DATA Start Marker

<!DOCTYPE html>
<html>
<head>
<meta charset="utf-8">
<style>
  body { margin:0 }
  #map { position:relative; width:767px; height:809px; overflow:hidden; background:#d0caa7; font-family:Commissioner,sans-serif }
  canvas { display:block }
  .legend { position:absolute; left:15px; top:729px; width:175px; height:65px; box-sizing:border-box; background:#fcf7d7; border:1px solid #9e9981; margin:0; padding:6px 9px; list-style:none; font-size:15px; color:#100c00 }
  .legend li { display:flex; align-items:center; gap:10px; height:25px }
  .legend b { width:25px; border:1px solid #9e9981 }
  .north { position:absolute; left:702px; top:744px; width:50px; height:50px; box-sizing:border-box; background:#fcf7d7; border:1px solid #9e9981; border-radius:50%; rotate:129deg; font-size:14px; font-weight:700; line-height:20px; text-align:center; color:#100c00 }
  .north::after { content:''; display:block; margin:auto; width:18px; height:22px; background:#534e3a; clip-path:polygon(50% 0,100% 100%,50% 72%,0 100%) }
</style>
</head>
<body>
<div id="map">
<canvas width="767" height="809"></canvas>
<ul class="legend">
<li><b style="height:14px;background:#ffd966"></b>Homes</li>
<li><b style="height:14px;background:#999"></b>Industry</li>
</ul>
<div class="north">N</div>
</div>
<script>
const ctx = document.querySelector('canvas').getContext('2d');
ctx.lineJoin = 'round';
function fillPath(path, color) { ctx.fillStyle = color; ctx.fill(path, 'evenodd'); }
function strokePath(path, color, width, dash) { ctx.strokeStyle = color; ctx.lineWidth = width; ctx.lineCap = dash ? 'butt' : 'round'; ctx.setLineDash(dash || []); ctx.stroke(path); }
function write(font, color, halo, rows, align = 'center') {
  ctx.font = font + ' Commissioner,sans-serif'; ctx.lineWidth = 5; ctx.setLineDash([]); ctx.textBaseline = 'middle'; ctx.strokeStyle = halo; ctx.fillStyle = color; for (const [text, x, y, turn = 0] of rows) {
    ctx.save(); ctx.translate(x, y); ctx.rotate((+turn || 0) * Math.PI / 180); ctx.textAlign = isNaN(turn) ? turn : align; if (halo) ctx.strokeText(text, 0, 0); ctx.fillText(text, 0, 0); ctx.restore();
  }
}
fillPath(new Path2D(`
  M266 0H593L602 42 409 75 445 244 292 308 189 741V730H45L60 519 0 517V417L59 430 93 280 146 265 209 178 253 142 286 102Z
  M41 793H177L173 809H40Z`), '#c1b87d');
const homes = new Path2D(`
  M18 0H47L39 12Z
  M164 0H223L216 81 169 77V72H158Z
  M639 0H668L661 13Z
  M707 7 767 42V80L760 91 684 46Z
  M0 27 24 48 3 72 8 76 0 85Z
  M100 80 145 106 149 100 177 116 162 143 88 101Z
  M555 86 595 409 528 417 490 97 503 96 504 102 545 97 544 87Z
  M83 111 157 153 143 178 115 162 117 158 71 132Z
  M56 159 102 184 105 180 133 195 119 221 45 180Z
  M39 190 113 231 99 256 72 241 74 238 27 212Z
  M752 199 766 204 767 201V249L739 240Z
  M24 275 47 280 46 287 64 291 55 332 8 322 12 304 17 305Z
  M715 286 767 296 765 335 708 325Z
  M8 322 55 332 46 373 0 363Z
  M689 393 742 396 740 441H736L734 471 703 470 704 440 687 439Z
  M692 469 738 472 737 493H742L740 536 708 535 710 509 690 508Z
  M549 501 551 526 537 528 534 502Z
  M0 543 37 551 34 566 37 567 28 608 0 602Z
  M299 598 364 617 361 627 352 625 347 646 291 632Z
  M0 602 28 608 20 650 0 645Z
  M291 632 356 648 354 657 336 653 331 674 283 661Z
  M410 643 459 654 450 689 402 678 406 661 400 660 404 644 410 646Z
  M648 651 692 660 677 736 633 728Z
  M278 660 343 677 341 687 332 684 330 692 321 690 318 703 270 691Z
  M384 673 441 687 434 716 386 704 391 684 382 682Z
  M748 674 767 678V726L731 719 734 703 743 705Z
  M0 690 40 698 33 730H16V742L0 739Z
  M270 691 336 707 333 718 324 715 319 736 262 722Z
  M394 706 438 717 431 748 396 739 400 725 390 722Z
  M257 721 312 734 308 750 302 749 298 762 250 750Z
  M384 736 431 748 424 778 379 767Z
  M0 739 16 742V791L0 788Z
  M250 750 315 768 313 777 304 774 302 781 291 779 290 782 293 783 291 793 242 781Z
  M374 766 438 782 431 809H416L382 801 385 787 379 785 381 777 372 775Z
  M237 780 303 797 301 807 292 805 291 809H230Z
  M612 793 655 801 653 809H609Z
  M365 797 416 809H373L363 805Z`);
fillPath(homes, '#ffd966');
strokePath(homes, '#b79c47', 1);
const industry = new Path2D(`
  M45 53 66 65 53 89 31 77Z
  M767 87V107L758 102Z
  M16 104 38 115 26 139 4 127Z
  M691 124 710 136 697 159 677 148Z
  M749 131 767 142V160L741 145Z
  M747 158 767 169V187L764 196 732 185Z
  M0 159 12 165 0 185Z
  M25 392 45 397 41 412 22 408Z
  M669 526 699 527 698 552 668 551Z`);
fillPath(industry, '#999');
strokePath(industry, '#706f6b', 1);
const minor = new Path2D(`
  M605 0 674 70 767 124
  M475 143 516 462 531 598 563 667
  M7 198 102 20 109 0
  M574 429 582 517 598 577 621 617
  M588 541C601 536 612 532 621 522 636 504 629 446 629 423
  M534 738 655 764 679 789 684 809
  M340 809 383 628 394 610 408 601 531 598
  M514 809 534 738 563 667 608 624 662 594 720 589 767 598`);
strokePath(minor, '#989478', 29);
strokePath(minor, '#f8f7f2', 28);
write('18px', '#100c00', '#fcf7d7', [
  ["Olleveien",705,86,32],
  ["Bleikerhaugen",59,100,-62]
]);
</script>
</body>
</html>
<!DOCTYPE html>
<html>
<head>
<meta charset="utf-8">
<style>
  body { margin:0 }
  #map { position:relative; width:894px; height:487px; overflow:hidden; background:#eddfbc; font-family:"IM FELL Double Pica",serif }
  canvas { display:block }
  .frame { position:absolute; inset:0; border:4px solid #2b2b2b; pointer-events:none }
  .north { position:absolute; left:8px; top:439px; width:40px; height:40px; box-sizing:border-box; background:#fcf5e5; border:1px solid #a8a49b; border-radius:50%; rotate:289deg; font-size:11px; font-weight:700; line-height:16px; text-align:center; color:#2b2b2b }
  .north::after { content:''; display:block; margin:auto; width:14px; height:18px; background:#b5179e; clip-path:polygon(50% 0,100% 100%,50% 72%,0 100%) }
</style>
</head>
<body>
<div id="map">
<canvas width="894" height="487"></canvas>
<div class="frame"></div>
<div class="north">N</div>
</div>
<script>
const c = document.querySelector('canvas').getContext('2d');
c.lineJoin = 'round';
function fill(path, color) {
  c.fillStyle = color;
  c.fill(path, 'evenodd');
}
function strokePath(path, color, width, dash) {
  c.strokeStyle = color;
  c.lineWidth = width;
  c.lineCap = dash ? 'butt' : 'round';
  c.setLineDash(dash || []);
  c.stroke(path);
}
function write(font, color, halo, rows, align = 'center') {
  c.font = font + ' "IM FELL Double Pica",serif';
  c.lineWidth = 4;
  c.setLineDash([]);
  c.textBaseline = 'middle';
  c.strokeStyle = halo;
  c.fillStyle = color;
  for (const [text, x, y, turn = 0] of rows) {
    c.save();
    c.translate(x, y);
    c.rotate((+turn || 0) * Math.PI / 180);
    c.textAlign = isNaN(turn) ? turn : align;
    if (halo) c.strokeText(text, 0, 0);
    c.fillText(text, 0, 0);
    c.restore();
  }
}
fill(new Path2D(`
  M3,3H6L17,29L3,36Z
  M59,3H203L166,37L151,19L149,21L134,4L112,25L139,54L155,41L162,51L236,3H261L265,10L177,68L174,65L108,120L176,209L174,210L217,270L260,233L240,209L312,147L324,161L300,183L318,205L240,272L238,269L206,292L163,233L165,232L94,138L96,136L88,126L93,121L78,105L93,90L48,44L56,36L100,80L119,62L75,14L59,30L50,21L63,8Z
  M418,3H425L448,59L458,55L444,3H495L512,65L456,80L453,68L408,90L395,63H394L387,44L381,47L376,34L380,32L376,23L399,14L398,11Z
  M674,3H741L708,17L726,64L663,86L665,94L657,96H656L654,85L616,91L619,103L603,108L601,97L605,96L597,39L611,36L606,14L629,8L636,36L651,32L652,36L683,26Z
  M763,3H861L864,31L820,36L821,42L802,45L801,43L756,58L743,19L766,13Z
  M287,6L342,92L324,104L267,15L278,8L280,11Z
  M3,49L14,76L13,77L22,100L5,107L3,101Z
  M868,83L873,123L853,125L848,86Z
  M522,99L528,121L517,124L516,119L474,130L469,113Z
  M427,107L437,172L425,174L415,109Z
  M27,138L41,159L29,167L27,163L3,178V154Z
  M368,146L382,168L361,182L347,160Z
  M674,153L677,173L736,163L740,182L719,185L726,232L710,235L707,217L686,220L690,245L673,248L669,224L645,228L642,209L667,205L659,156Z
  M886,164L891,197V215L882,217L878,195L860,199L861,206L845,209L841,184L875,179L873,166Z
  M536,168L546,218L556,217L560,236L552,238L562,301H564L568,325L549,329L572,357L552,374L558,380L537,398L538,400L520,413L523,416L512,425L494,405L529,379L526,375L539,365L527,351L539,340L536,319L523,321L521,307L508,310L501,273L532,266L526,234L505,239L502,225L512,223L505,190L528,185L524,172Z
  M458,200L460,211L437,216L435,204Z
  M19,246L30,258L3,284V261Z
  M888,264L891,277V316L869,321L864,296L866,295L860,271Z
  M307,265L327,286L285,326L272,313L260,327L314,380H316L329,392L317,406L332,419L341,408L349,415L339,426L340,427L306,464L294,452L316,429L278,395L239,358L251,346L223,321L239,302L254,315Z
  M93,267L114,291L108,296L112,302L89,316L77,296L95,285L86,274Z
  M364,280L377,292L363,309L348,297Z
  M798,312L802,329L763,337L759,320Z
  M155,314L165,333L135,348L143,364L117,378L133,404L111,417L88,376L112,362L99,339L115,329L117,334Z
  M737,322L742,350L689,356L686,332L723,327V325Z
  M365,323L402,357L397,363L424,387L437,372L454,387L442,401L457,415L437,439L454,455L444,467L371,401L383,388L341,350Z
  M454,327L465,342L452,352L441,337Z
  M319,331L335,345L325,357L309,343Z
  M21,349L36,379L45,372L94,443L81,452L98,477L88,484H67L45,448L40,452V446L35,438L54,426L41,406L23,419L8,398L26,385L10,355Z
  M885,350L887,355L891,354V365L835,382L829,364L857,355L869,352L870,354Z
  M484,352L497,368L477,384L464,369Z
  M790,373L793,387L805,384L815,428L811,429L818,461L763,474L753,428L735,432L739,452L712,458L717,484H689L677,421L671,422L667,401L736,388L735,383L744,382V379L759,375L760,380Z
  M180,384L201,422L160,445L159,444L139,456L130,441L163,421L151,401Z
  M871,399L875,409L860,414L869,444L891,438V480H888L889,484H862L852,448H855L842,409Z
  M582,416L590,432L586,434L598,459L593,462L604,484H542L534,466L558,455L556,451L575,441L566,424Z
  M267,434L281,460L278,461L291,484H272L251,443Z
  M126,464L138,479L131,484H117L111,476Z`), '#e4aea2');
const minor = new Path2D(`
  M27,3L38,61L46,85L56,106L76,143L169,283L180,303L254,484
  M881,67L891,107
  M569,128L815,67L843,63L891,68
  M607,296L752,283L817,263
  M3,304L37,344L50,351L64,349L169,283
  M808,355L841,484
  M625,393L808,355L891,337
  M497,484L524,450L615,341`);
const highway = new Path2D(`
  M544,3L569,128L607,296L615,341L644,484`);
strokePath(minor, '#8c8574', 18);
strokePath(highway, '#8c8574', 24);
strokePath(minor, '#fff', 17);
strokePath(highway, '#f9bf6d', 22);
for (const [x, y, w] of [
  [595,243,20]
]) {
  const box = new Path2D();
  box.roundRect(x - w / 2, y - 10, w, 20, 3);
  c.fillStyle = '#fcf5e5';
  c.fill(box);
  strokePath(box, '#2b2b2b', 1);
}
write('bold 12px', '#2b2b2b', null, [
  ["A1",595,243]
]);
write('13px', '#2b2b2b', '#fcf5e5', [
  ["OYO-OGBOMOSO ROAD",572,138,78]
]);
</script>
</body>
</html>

DATA End Marker

PROBLEM TO SOLVE: Looking back over the records above, in how many lines does the word "evenodd" occur? Give the number alone.

SOLUTION FOR THIS PROBLEM: 2